ABOUT THIS TASK: Print out each record below, unaltered and complete, without its images.
[RECORDS FOR THIS EXERCISE Boundary: Start]
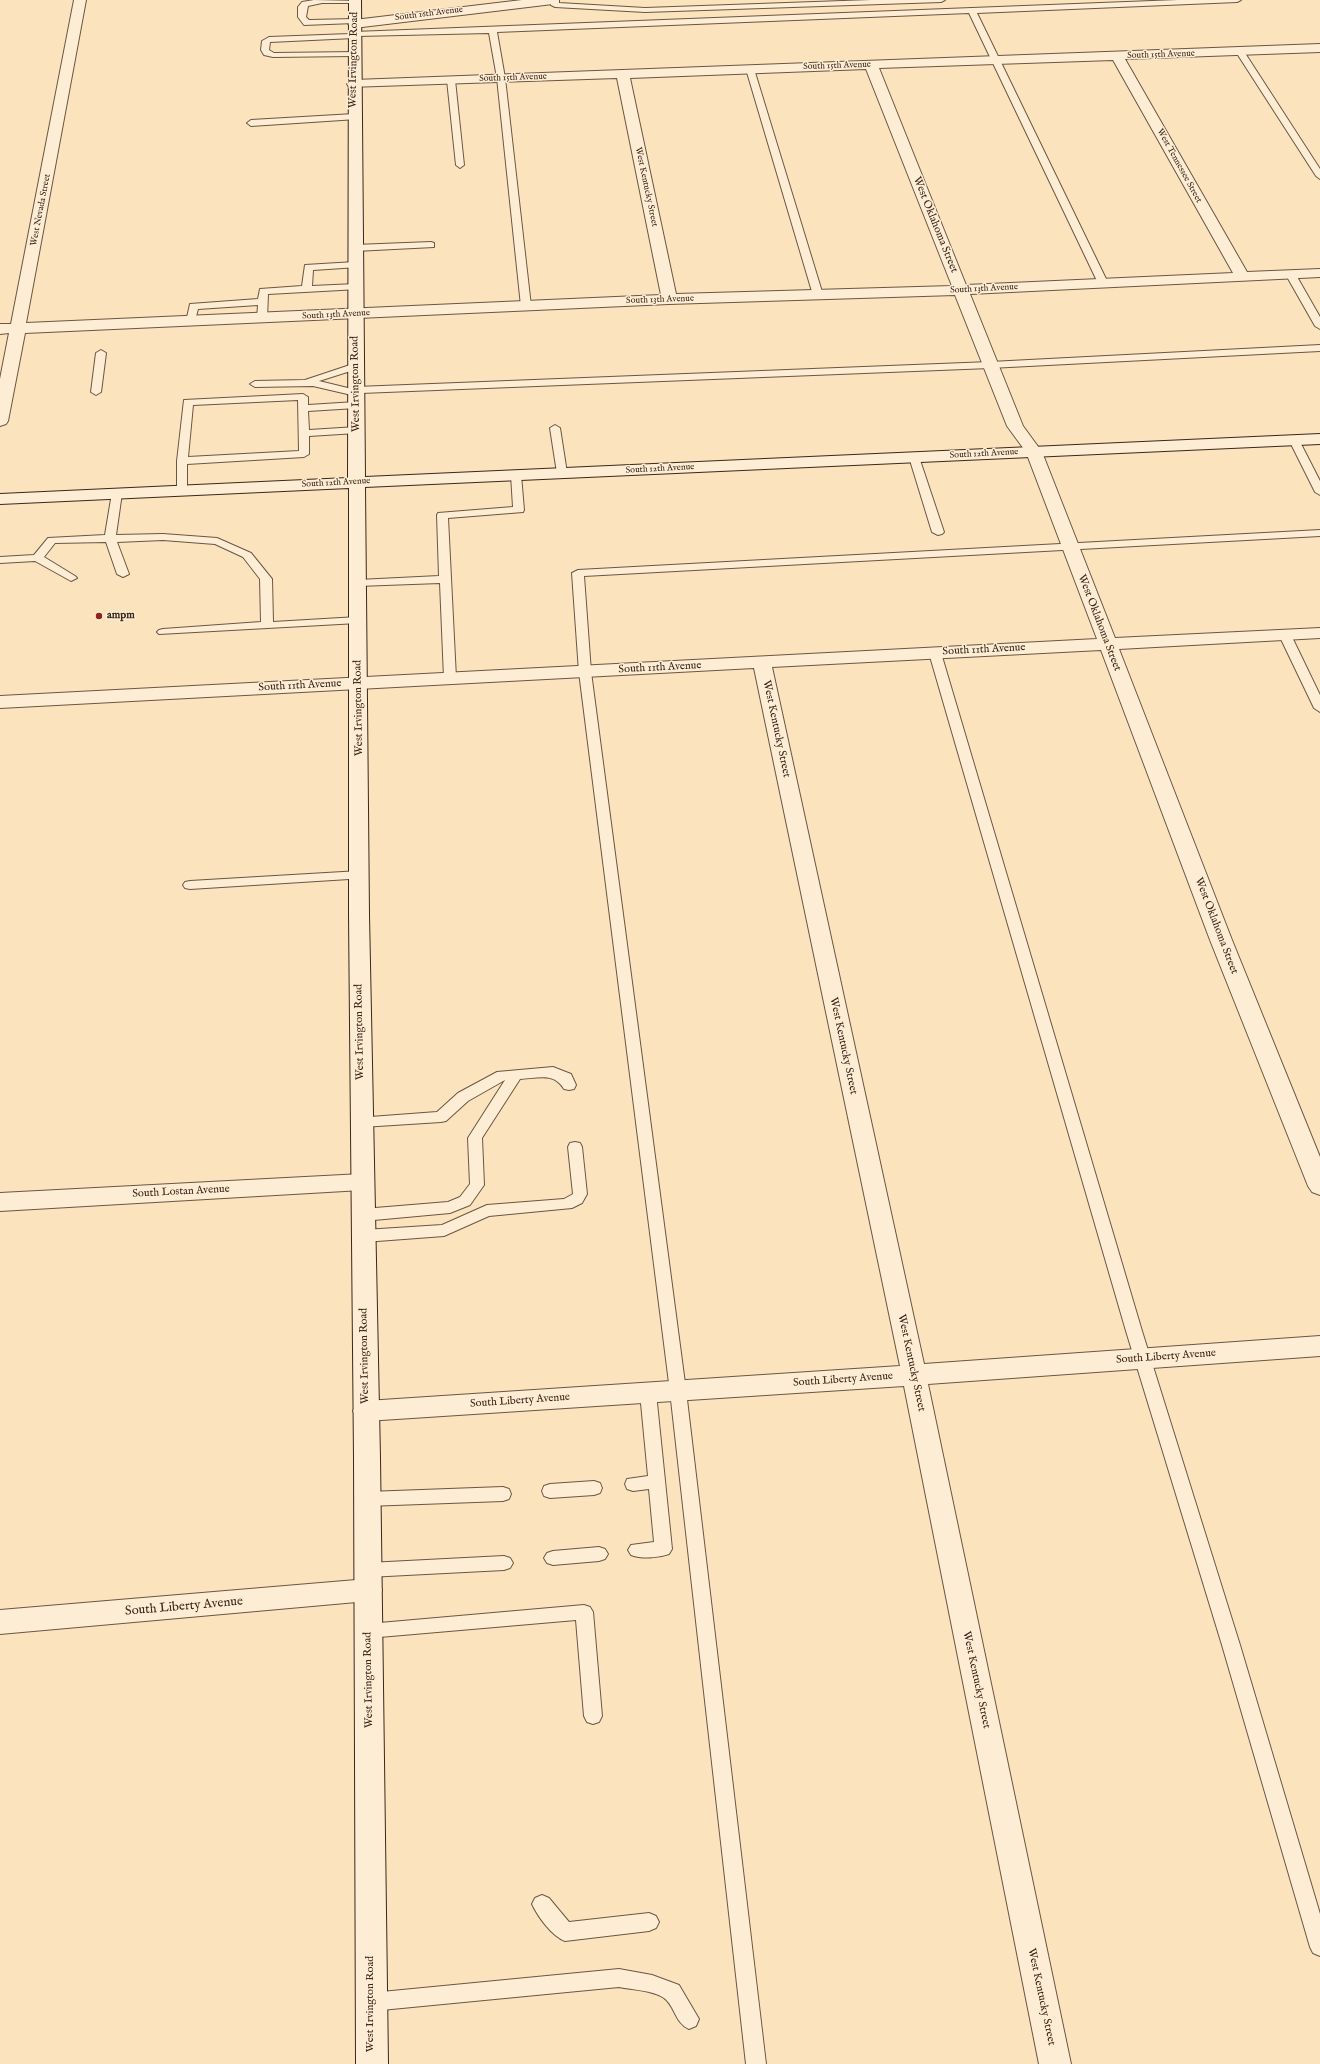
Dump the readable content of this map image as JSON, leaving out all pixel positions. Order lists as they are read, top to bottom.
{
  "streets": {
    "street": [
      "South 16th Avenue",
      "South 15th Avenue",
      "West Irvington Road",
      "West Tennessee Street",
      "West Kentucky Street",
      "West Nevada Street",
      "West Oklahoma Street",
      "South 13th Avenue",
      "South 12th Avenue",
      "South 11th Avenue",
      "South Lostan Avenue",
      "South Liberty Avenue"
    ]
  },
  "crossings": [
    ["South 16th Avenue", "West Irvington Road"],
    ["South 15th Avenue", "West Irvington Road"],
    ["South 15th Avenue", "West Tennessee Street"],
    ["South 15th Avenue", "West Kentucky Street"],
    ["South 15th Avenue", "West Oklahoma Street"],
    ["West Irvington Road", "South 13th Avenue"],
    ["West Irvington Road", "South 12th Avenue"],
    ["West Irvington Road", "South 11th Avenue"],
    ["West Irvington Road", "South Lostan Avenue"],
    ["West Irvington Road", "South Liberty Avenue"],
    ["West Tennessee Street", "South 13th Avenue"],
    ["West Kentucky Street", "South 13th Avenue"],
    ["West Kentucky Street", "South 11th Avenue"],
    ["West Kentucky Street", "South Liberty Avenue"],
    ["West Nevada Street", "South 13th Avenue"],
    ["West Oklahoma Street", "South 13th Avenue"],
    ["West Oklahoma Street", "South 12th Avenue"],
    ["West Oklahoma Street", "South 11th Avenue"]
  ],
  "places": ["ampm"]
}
[RECORDS FOR THIS EXERCISE Boundary: End]
SOLVED PROBLEM:
Dump the readable content of this map image as JSON, leaving out all pixel positions. Order lists as they are read, top to bottom.
{
  "streets": {
    "street": [
      "South 16th Avenue",
      "South 15th Avenue",
      "West Irvington Road",
      "West Tennessee Street",
      "West Kentucky Street",
      "West Nevada Street",
      "West Oklahoma Street",
      "South 13th Avenue",
      "South 12th Avenue",
      "South 11th Avenue",
      "South Lostan Avenue",
      "South Liberty Avenue"
    ]
  },
  "crossings": [
    ["South 16th Avenue", "West Irvington Road"],
    ["South 15th Avenue", "West Irvington Road"],
    ["South 15th Avenue", "West Tennessee Street"],
    ["South 15th Avenue", "West Kentucky Street"],
    ["South 15th Avenue", "West Oklahoma Street"],
    ["West Irvington Road", "South 13th Avenue"],
    ["West Irvington Road", "South 12th Avenue"],
    ["West Irvington Road", "South 11th Avenue"],
    ["West Irvington Road", "South Lostan Avenue"],
    ["West Irvington Road", "South Liberty Avenue"],
    ["West Tennessee Street", "South 13th Avenue"],
    ["West Kentucky Street", "South 13th Avenue"],
    ["West Kentucky Street", "South 11th Avenue"],
    ["West Kentucky Street", "South Liberty Avenue"],
    ["West Nevada Street", "South 13th Avenue"],
    ["West Oklahoma Street", "South 13th Avenue"],
    ["West Oklahoma Street", "South 12th Avenue"],
    ["West Oklahoma Street", "South 11th Avenue"]
  ],
  "places": ["ampm"]
}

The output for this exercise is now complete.